> **TASK TO CARRY OUT**: Retype the records word for word. Skip every image.

──────── MATERIAL SHOWN ────────

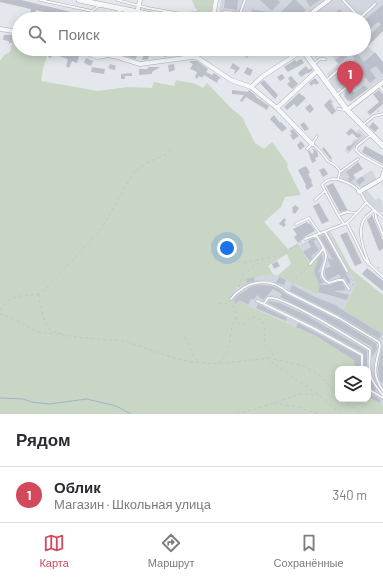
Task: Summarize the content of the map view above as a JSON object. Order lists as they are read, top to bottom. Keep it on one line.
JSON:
{"page":{"search":"Поиск","pins":"1","heading":"Рядом","list":[{"mark":"1","name":"Облик","note":"Магазин · Школьная улица","value":"340 m"}],"nav":["Карта","Маршрут","Сохранённые"]}}
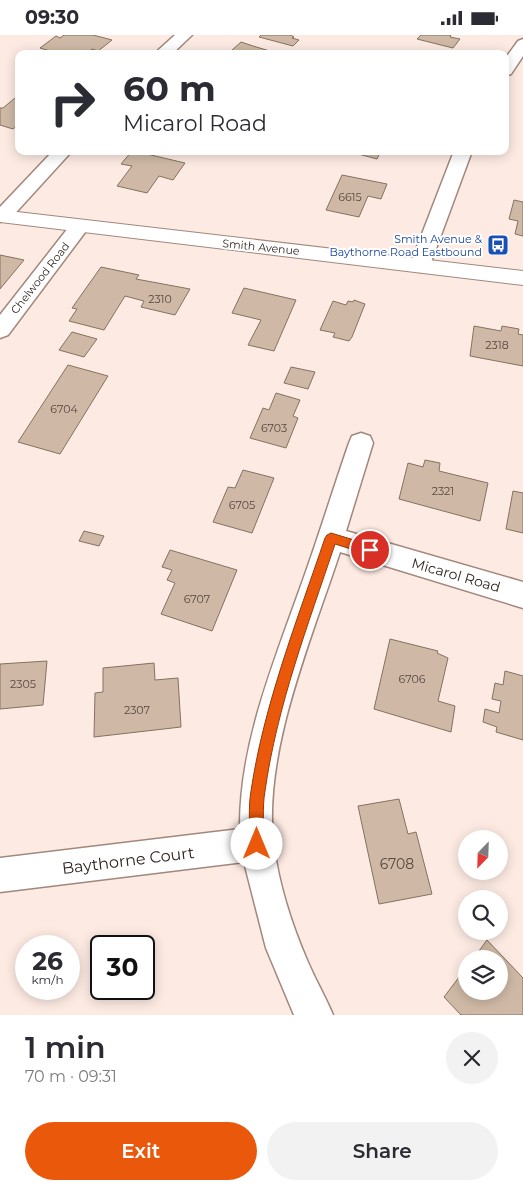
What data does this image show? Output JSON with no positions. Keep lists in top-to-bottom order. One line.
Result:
{"streets":{"main road":["Smith Avenue"],"street":["Chelwood Road","Micarol Road","Baythorne Court"]},"crossings":[["Smith Avenue","Chelwood Road"]],"places":{"bus stop":["Smith Avenue & Baythorne Road Eastbound"]},"house_numbers":["6615","2310","2318","6704","6703","2321","6705","6707","6706","2305","2307","6708"],"north":"bottom left","page":{"status":"09:30","turn":["60 m","Micarol Road"],"speed":"26 km/h","limit":"30","heading":["1 min","70 m · 09:31"],"buttons":["Exit","Share"]}}
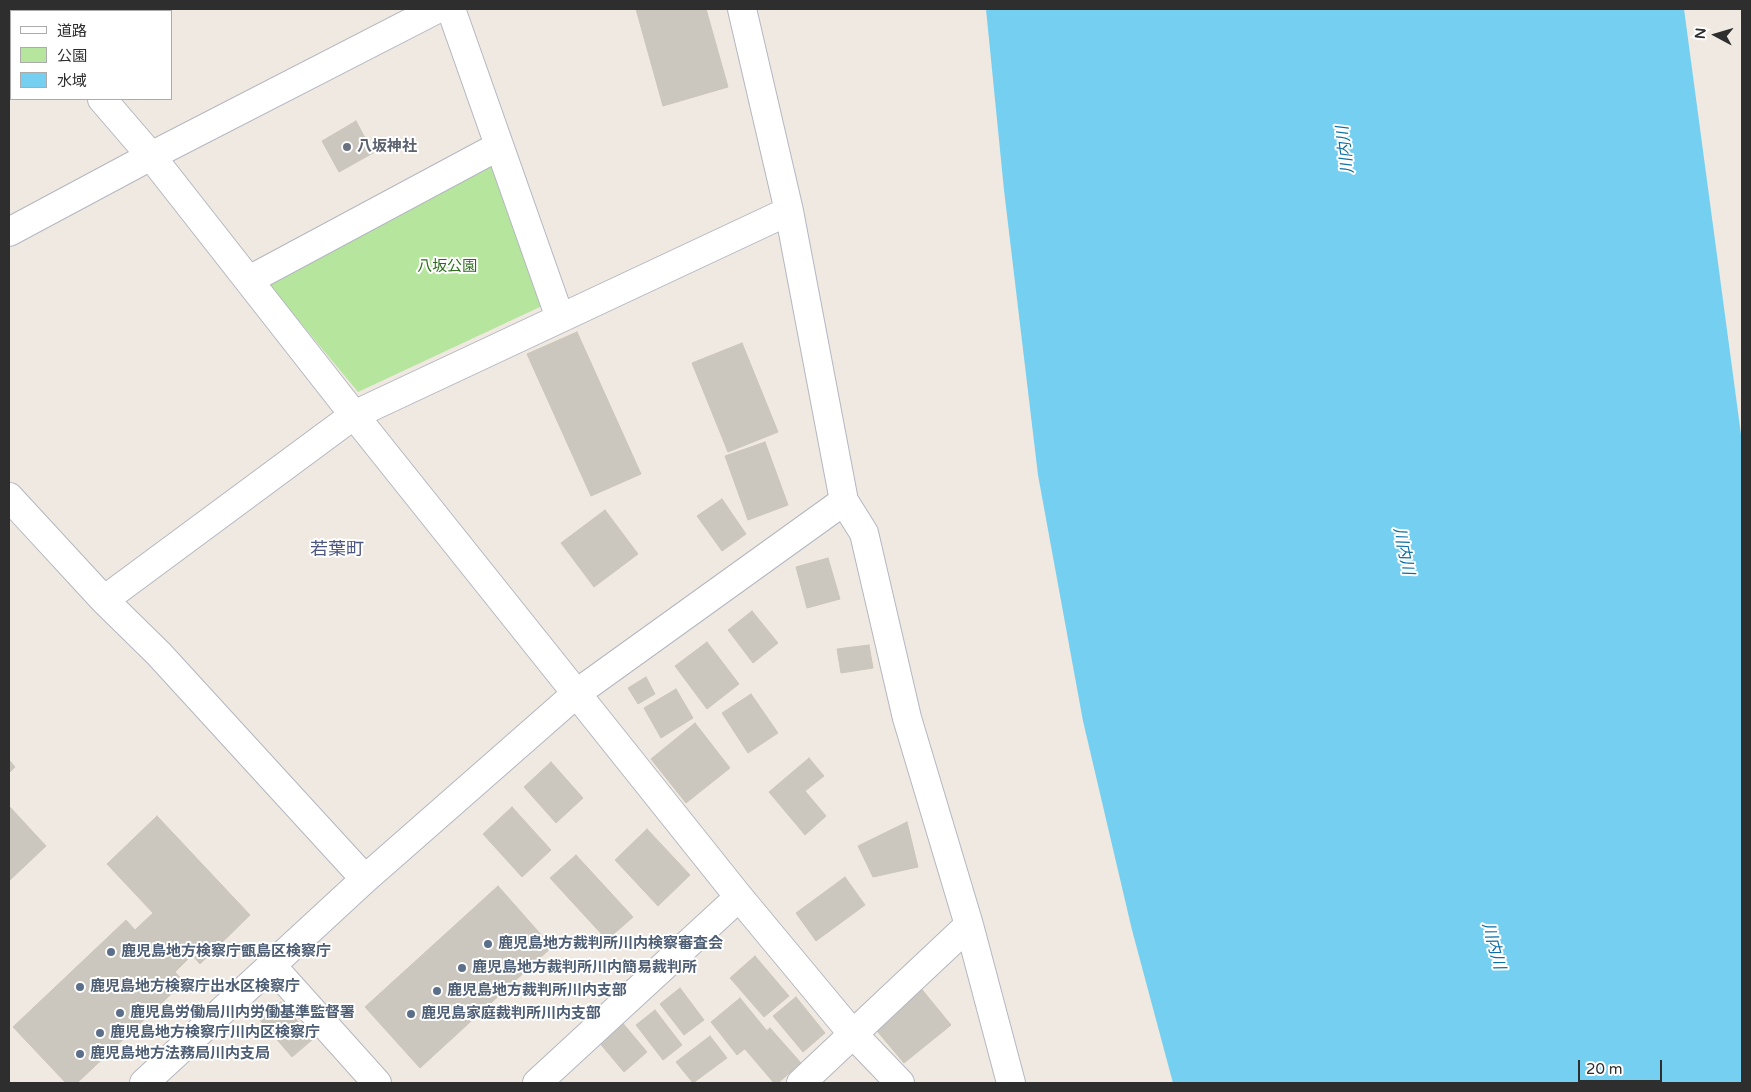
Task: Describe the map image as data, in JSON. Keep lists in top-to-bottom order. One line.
{"districts":["若葉町"],"water":["川内川"],"parks":["八坂公園"],"places":["八坂神社","鹿児島地方裁判所川内検察審査会","鹿児島地方検察庁甑島区検察庁","鹿児島地方裁判所川内簡易裁判所","鹿児島地方検察庁出水区検察庁","鹿児島地方裁判所川内支部","鹿児島労働局川内労働基準監督署","鹿児島家庭裁判所川内支部","鹿児島地方検察庁川内区検察庁","鹿児島地方法務局川内支局"],"legend":["道路","公園","水域"],"scale_bar":"20 m","north":"left"}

────────

> **ANSWER TO THE EXERCISE**:
Task: Summarize the content of the map view above as a JSON object. Order lists as they are read, top to bottom. Keep it on one line.
JSON:
{"page":{"search":"Поиск","pins":"1","heading":"Рядом","list":[{"mark":"1","name":"Облик","note":"Магазин · Школьная улица","value":"340 m"}],"nav":["Карта","Маршрут","Сохранённые"]}}
What data does this image show? Output JSON with no positions. Keep lists in top-to-bottom order. One line.
Result:
{"streets":{"main road":["Smith Avenue"],"street":["Chelwood Road","Micarol Road","Baythorne Court"]},"crossings":[["Smith Avenue","Chelwood Road"]],"places":{"bus stop":["Smith Avenue & Baythorne Road Eastbound"]},"house_numbers":["6615","2310","2318","6704","6703","2321","6705","6707","6706","2305","2307","6708"],"north":"bottom left","page":{"status":"09:30","turn":["60 m","Micarol Road"],"speed":"26 km/h","limit":"30","heading":["1 min","70 m · 09:31"],"buttons":["Exit","Share"]}}
Task: Describe the map image as data, in JSON. Keep lists in top-to-bottom order. One line.
{"districts":["若葉町"],"water":["川内川"],"parks":["八坂公園"],"places":["八坂神社","鹿児島地方裁判所川内検察審査会","鹿児島地方検察庁甑島区検察庁","鹿児島地方裁判所川内簡易裁判所","鹿児島地方検察庁出水区検察庁","鹿児島地方裁判所川内支部","鹿児島労働局川内労働基準監督署","鹿児島家庭裁判所川内支部","鹿児島地方検察庁川内区検察庁","鹿児島地方法務局川内支局"],"legend":["道路","公園","水域"],"scale_bar":"20 m","north":"left"}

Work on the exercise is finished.